Re:Costs (Score:4, Interesting)
Do you honestly think they have those many billions in the bank? The rest of your post also show you have 0 idea of how a business works. And where does entitlement even come into play?
Re: (Score:1)
Apple has billions in the bank. More than the economies of Canada and Europe combined. Why wouldn't every company? That's my point. It's either entitled to think the gravy train will keep on coming or it's short sighted.
Re: (Score:2)
finallt an honest right winger who practiced what he preached and watered the tree of the 2nd ammendment himself instead of expecting some one elses child to do it/ Why the guys almost a saint!
Re: (Score:2)
Most companies are not like Apple. Companies who make components for cars deal primarily in physical goods being sold to businesses, and do not make huge profits by appropriating 30% (or whatever it is now) of every transaction in a digital market, or sell their own physical goods at high markup because they have public cachet. Apple has billions in the bank because they don't know what to spend all their profit on, and don't want to distribute it to shareholders or employees; manufacturing companies can
Re: (Score:2)
> Do you honestly think they have those many billions in the bank?

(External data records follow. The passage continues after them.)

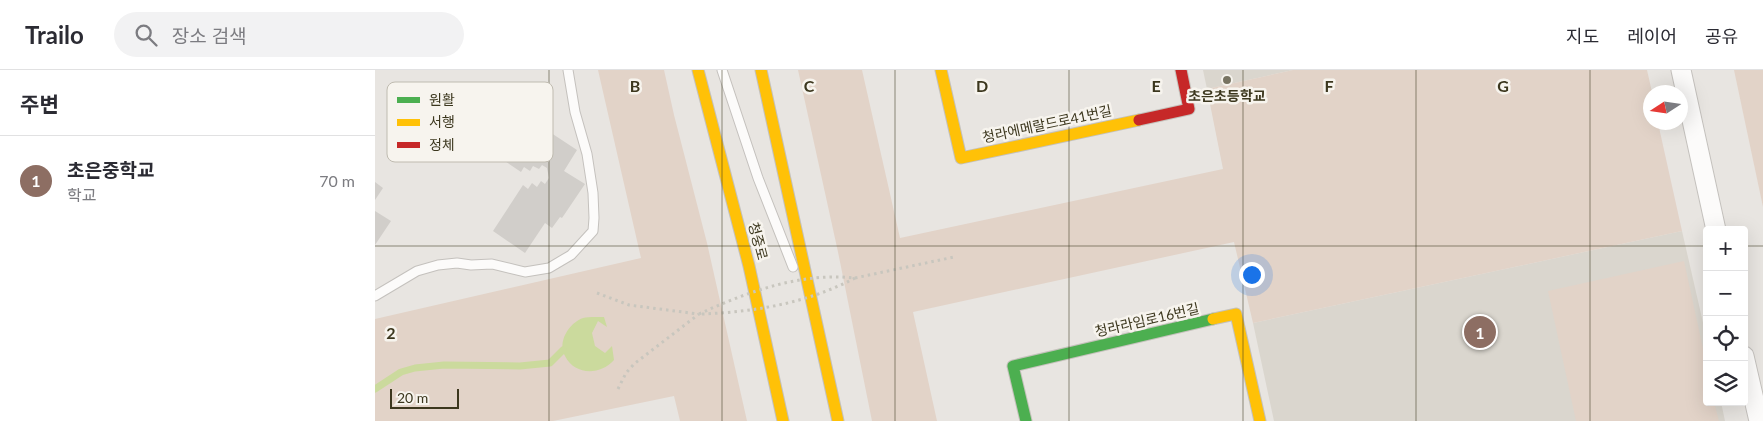 <!DOCTYPE html>
<html lang="ko">
<meta charset="utf-8">
<style>
:root{--surface:#fff;--page:#f2f2f3;--text:#2b2b33;--muted:#7c7c81;--line:#e1e1e2;--accent:#ea580c}
body{margin:0;font-family:Lato,"Noto Sans KR",sans-serif;background:var(--page);color:var(--text)}
.controls{position:absolute;right:15px;bottom:15px;display:grid;overflow:hidden;border-radius:5px;box-shadow:0 5px 20px #0002}
.controls button{width:45px;height:45px;display:grid;place-items:center;padding:0;border:0;border-bottom:1px solid var(--line);background:var(--surface);color:var(--text);font:25px sans-serif}
.compass{position:absolute;left:1268px;top:15px;width:45px;height:45px;border-radius:50%;background:var(--surface);box-shadow:0 5px 20px #0002;rotate:258deg}
.scale{position:absolute;left:15px;bottom:12px;width:69px;box-sizing:border-box;padding-left:5px;border:2px solid #3c371e;border-top:0;font-size:14px;line-height:18px;white-space:nowrap;color:#3c371e;-webkit-text-stroke:4px #f7f4ee;paint-order:stroke}
.you{position:absolute;left:876px;top:204px;width:18px;height:18px;margin:-12px;border:4px solid #fff;border-radius:50%;background:#1a73e8;box-shadow:0 0 0 8px #1a73e833}
.badge{display:grid;place-items:center;width:32px;height:32px;border-radius:50%;background:var(--accent);color:#fff;font-size:16px;font-weight:700}
.pin{position:absolute;translate:-50% -50%;border:2px solid #fff;box-shadow:0 1px 5px #0006}
.list{margin:0;padding:0;list-style:none}
h2{display:flex;justify-content:space-between;align-items:center;height:65px;margin:0;padding:0 20px;font-size:21px}
h2 small{font-size:16px;font-weight:400;color:var(--muted)}
.list li{display:grid;grid-template-columns:32px 1fr auto;gap:15px;align-items:center;box-sizing:border-box;height:90px;padding:0 20px;border-top:1px solid var(--line)}
.list b{display:block;font-size:19px;white-space:nowrap}
.list p{margin:0;font-size:16px;white-space:nowrap;color:var(--muted)}
.list em{font-size:16px;font-style:normal;color:var(--muted)}
.icon{flex:none;width:28px;height:28px;fill:none;stroke:currentColor;stroke-width:2;stroke-linecap:round;stroke-linejoin:round}
.map{position:relative;flex:none;width:1388px;height:351px;overflow:hidden}
header{display:flex;align-items:center;gap:30px;box-sizing:border-box;height:70px;padding:0 25px;background:var(--surface);border-bottom:1px solid var(--line)}
header strong{font-size:24px}
nav{display:flex;gap:28px;margin-inline-start:auto;font-size:18px}
.search{width:350px;height:45px;background:var(--page);display:flex;align-items:center;gap:12px;box-sizing:border-box;padding:0 18px;border-radius:28px;color:var(--muted);font-size:19px}
main{display:flex}
aside{flex:1;background:var(--surface)}
.map>svg:first-child{display:block}
.built{fill:#dad6ce}
.green{fill:#e2d3c8}
.water{fill:#cbda9d}
.lines{fill:none;stroke-linecap:round;stroke-linejoin:round}
.stream{stroke:#cbda9d;stroke-width:7}
.building{fill:#d1ceca}
.lane-casing{stroke:#c4c1bd;stroke-width:11}
.street-casing{stroke:#c4c1bd;stroke-width:21}
.fast-casing{stroke:#c4c1bb;stroke-width:13}
.slow-casing{stroke:#c4c1bb;stroke-width:13}
.jam-casing{stroke:#c4c1bb;stroke-width:13}
.path{stroke:#c8c6be;stroke-width:3;stroke-dasharray:2.5 4;stroke-linecap:butt}
.lane{stroke:#fcfbfa;stroke-width:9}
.street{stroke:#fcfbfa;stroke-width:19}
.fast{stroke:#4caf50;stroke-width:11}
.slow{stroke:#ffc107;stroke-width:11}
.jam{stroke:#c62828;stroke-width:11}
.path-bridge{stroke:#c8c6be;stroke-width:3;stroke-dasharray:2.5 4;stroke-linecap:butt}
.grid{fill:none;stroke:#3c371e;stroke-width:1;stroke-opacity:0.55}
.poi-dot{fill:#787462;stroke:#f7f4ee;stroke-width:2}
.labels{text-anchor:middle;stroke-width:5;stroke-linejoin:round;paint-order:stroke}
.poi-label{font-size:14px;font-weight:bold;fill:#3c371e;stroke:#f7f4ee}
.street-label{font-size:14px;fill:#3c371e;stroke:#f7f4ee}
.key{fill:#f7f4ee;stroke:#bfbbb0;stroke-width:1}
.key-label{font-size:14px;fill:#3c371e}
.grid-label{font-size:16px;text-anchor:middle;font-weight:bold;fill:#3c371e;stroke:#f7f4ee;stroke-width:5;stroke-linejoin:round;paint-order:stroke}
</style>
<header>
<strong>Trailo</strong>
<div class="search"><svg class="icon" aria-label="search" viewBox="0 0 24 24"><circle cx="10" cy="10" r="6"/><path d="M15 15l6 6"/></svg>장소 검색</div>
<nav><a>지도</a><a>레이어</a><a>공유</a></nav>
</header>
<main>
<aside>
<h2>주변<small></small></h2>
<ul class="list">
<li><span class="badge" style="background:#8d6e63">1</span><div><b>초은중학교</b><p>학교</p></div><em>70 m</em></li>
</ul>
</aside>
<div class="map">
<svg width="1388" height="351" viewBox="0 0 1388 351">
<rect width="100%" height="100%" fill="#e8e5e1"/>
<g class="built">
<path d="M 828,0 L 918,0 L 832,19 Z"/>
<path d="M 1307,161 L 1332,270 L 1332,332 L 1346,332 L 1350,351 L 899,351 L 878,253 Z"/>
</g>
<g class="green">
<path d="M 223,0 L 289,0 L 299,45 L 332,173 L 372,351 L 305,351 L 299,326 L 178,351 L 0,351 L 0,249 L 266,188 Z"/>
<path d="M 423,0 L 487,0 L 525,168 L 848,99 L 832,19 L 918,0 L 1272,0 L 1277,22 L 1276,52 L 1283,53 L 1307,161 L 878,253 L 859,172 L 538,242 L 562,351 L 497,351 L 463,182 Z"/>
<path d="M 1359,0 L 1388,0 L 1388,137 Z"/>
<path d="M 1309,191 L 1332,297 L 1332,332 L 1339,332 L 1344,351 L 1201,351 L 1173,221 Z"/>
</g>
<path class="water" d="M 220,247 L 229,247 L 232,257 L 223,251 L 217,263 L 220,276 L 230,283 L 237,276 L 239,290 C 226,305 200,306 190,286 C 182,272 194,253 208,248 C 211,247 216,247 220,247 Z"/>
<g class="lines">
<path class="stream" d="M 0,319 L 26,302 L 40,298 L 69,295 L 145,296 L 175,293 L 188,280"/>
</g>
<g class="building">
<path d="M 120,39 L 150,59 L 154,54 L 162,59 L 164,55 L 202,80 L 189,101 L 210,114 L 187,148 L 185,147 L 177,158 L 170,153 L 150,183 L 118,161 L 148,115 L 153,119 L 157,113 L 162,117 L 166,111 L 170,114 L 174,108 L 172,98 L 167,95 L 164,99 L 158,96 L 155,101 L 149,97 L 146,102 L 99,70 Z"/>
<path d="M 0,112 L 8,118 L 0,130 Z"/>
<path d="M 0,141 L 16,151 L 0,175 Z"/>
</g>
<g class="lines">
<defs>
<g id="lane">
<path d="M 347,0 L 383,108 L 418,197"/>
<path d="M 0,226 L 42,201 L 63,195 L 82,193 L 96,195 L 117,194 L 150,202 L 174,198 L 196,185 L 218,161 L 219,148 L 218,123 L 212,84 L 200,42 L 193,0"/>
</g>
<g id="street">
<path d="M 1306,0 L 1341,160"/>
<path d="M 1369,286 L 1384,351"/>
</g>
<path id="fast" d="M 651,351 L 638,296 L 838,249"/>
<g id="slow">
<path d="M 323,0 L 374,196 L 408,351"/>
<path d="M 386,0 L 463,351"/>
<path d="M 566,0 L 586,88 L 764,50"/>
<path d="M 838,249 L 861,244 L 885,351"/>
</g>
<path id="jam" d="M 764,50 L 814,39 L 806,0"/>
</defs>
<use href="#lane" class="lane-casing"/>
<use href="#street" class="street-casing"/>
<use href="#fast" class="fast-casing"/>
<use href="#slow" class="slow-casing"/>
<use href="#jam" class="jam-casing"/>
<g class="path">
<path d="M 480,208 L 579,187"/>
<path d="M 222,223 L 254,235 L 323,244"/>
<path d="M 243,319 L 251,303 L 259,294 L 324,244"/>
</g>
<use href="#lane" class="lane"/>
<use href="#street" class="street"/>
<use href="#fast" class="fast"/>
<use href="#slow" class="slow"/>
<use href="#jam" class="jam"/>
<g class="path-bridge">
<path d="M 324,244 C 372,222 426,202 480,208"/>
<path d="M 327,244 C 379,242 433,233 480,208"/>
</g>
</g>
<path class="grid" d="M 174,0 L 174,351M 347,0 L 347,351M 520,0 L 520,351M 694,0 L 694,351M 868,0 L 868,351M 1041,0 L 1041,351M 1215,0 L 1215,351M 0,176 L 1332,176M 1369,176 L 1388,176"/>
<circle class="poi-dot" cx="852" cy="10" r="5"/>
<g class="labels">
<g class="poi-label">
<text x="852" y="31">초은초등학교</text>
</g>
<g class="street-label">
<text transform="translate(672 54) rotate(-12)" y="5">청라에메랄드로41번길</text>
<text transform="translate(383 171) rotate(75)" y="5">청중로</text>
<text transform="translate(772 250) rotate(-13)" y="5">청라라임로16번길</text>
</g>
</g>
<rect x="12" y="12" width="166" height="80" rx="8" class="key"/>
<rect x="22" y="27" width="23" height="6" fill="#4caf50"/>
<rect x="22" y="49" width="23" height="7" fill="#ffc107"/>
<rect x="22" y="72" width="23" height="6" fill="#c62828"/>
<g class="key-label">
<text x="54" y="35">원활</text>
<text x="54" y="57">서행</text>
<text x="54" y="80">정체</text>
</g>
<g class="grid-label">
<text x="260" y="22">B</text>
<text x="434" y="22">C</text>
<text x="607" y="22">D</text>
<text x="781" y="22">E</text>
<text x="954" y="22">F</text>
<text x="1128" y="22">G</text>
<text x="16" y="269">2</text>
</g>
</svg>
<div class="controls">
<button>+</button>
<button>−</button>
<button><svg class="icon" aria-label="locate" viewBox="0 0 24 24"><circle cx="12" cy="12" r="6"/><path d="M12 2v4M12 18v4M2 12h4M18 12h4"/></svg></button>
<button><svg class="icon" aria-label="layers" viewBox="0 0 24 24"><path d="M12 4l9 5-9 5-9-5zM3 14l9 5 9-5"/></svg></button>
</div>
<svg class="compass" viewBox="-18 -18 36 36"><path d="M0-13l5 13h-10z" fill="#e53935"/><path d="M0 13l5-13h-10z" fill="#7c7c81"/></svg>
<div class="scale">20 m</div>
<div class="you"></div>
<div class="pin badge" style="left:1105px;top:262px;background:#8d6e63">1</div>
</div>
</main>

Jaguar says they have " [1]a global cash balance of £4.2 billion [jlr.com] reflecting total cash and cash equivalents, deposits and investments" and [2]corporations worldwide are hoarding cash [hec.edu].

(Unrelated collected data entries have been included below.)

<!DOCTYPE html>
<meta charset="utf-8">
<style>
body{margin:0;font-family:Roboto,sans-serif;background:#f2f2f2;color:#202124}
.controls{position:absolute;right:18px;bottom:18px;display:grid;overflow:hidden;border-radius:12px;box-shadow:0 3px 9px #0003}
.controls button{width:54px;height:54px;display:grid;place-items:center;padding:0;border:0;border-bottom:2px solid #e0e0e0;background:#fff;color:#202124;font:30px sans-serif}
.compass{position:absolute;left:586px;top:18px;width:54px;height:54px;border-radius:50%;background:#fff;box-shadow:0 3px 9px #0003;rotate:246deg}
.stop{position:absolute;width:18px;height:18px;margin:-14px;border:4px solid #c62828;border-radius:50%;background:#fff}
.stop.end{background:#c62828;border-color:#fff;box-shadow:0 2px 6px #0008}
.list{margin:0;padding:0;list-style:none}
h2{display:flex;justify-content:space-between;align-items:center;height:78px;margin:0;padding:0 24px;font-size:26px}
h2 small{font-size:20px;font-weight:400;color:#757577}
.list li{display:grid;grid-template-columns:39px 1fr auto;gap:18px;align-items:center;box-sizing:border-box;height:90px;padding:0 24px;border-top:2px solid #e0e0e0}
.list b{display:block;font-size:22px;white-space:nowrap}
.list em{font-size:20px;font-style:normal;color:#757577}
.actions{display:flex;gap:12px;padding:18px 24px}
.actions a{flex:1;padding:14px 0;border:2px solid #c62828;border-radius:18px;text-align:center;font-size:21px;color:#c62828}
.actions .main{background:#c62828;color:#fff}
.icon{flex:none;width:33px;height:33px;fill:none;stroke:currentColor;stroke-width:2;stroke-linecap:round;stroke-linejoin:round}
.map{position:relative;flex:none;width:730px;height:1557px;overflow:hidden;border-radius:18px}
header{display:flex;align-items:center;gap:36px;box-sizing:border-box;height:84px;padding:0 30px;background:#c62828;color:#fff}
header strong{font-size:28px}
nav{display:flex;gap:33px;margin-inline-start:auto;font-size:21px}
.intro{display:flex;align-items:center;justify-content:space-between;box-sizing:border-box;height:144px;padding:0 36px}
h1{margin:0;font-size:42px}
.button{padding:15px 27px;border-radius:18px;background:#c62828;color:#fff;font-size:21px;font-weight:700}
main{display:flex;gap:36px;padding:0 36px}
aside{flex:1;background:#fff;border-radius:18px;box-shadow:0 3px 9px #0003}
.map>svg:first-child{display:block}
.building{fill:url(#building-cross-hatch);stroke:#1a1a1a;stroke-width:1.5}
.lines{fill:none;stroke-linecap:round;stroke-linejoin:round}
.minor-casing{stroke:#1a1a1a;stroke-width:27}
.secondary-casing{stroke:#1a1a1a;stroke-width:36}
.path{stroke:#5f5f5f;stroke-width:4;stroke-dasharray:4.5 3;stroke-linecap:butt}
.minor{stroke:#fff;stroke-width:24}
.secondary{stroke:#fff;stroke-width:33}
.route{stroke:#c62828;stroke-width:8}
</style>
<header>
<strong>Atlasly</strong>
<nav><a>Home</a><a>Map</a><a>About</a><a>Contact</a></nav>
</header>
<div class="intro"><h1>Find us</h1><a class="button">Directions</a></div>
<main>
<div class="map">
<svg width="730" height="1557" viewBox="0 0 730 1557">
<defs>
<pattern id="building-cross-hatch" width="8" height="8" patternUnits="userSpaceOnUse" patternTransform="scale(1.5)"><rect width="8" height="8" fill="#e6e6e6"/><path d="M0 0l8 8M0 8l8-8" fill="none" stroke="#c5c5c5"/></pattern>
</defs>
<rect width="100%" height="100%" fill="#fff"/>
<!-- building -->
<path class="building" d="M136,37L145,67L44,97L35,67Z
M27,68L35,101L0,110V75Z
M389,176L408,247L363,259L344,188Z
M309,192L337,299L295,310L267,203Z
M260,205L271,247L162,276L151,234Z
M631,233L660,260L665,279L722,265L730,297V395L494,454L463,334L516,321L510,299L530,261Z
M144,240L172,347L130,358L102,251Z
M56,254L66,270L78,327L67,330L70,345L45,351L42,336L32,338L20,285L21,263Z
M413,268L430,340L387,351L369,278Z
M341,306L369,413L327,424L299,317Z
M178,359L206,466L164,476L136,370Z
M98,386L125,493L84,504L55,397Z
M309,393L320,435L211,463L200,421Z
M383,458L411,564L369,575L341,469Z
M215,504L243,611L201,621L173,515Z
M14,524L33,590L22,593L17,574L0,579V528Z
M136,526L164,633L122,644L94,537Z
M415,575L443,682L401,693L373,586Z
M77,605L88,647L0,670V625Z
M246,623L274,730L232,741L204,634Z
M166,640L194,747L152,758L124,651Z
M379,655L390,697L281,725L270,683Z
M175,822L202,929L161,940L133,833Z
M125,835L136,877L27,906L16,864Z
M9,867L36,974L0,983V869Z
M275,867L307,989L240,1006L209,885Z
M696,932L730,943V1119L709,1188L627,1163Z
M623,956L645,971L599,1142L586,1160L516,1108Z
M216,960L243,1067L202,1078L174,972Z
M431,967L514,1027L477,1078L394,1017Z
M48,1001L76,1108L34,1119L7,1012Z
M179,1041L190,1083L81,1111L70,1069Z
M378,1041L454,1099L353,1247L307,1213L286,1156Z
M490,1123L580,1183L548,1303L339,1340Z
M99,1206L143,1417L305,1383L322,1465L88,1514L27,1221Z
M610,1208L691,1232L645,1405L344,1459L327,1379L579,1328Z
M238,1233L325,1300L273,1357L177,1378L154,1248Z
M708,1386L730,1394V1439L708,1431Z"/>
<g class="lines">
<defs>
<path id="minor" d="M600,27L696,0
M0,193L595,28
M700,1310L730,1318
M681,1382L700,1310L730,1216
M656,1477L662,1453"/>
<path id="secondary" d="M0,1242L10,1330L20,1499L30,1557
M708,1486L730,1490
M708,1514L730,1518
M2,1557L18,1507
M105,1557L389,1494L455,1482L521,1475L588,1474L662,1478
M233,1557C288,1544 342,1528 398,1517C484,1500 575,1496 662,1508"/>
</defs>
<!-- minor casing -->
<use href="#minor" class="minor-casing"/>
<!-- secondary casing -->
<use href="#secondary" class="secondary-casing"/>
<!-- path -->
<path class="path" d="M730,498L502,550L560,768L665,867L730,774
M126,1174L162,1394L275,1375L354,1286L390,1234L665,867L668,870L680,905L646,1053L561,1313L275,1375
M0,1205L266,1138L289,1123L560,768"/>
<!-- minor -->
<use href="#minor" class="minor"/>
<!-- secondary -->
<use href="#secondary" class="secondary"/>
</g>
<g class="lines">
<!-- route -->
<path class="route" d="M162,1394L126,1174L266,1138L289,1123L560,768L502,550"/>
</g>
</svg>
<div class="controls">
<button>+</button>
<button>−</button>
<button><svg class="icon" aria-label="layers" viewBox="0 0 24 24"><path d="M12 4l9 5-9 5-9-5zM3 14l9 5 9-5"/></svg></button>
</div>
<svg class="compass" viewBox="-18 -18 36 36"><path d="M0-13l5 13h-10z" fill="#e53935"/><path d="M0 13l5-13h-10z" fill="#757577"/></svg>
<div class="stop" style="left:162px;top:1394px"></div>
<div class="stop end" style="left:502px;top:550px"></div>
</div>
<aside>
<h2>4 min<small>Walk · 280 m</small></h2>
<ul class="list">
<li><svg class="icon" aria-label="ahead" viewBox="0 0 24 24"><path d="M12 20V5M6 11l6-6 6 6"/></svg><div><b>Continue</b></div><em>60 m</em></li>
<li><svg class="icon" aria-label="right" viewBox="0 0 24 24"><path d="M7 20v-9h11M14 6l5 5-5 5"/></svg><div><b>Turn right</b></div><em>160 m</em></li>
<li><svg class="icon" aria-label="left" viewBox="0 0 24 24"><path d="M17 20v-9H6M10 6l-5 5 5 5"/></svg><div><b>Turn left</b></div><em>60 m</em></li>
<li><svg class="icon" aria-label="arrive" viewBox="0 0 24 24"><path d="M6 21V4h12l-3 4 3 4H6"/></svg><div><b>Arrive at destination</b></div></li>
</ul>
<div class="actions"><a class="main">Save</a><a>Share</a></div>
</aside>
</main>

It's unclear why you economics "experts" on Slashdot are ignoring the well known fact that corporations are actually sitting on trillions of dollars (or whatever currency units, ofc) at the moment, more than they have ever held previously, but ignorance isn't a good look.
[1] https://www.jlr.com/annual-report-2024
[2] https://www.hec.edu/en/executive-education/news/corporate-cash-boom-what-every-ceo-needs-know
Re: (Score:2)
He didn't say stopping production stops spending.
He said not being able to produce doesn't cost the product. That phrasing may be applicable if we're talking about food in a famine. Then the lack of production becomes a cost to society. That is not what is happening here.
If you're gonna 'ackchually' people, especially with an ad hominem, you ought to take better care that you understood what was said.
Re: (Score:1)
Yet every time I bring this up, people are all "but you have retirement funds". So yeah it is a cost to society by that definition.
Re: (Score:2)
actually that's exactly what they have done!
Re: (Score:1)
They have running costs, shipments of materials, orders that get cancelled, contractual penalties, etc. Business people get many things wrong, but this is not one of them.
Re: (Score:2)
I have running costs too, that's why I have some savings.
Re: (Score:2)
You are not an enterprise. You have personal flexibility an enterprise cannot even dream of.
Re: (Score:2)
How to say you don't know how business works without saying I don't know how business works. It is likely that you also believe that businesses should not make a profit.
You're Embarrassing Yourself (Score:2)
Business tycoon you ain't.
At least read the summary. Not building vehicles has a very real 2 billion GBP and counting cost.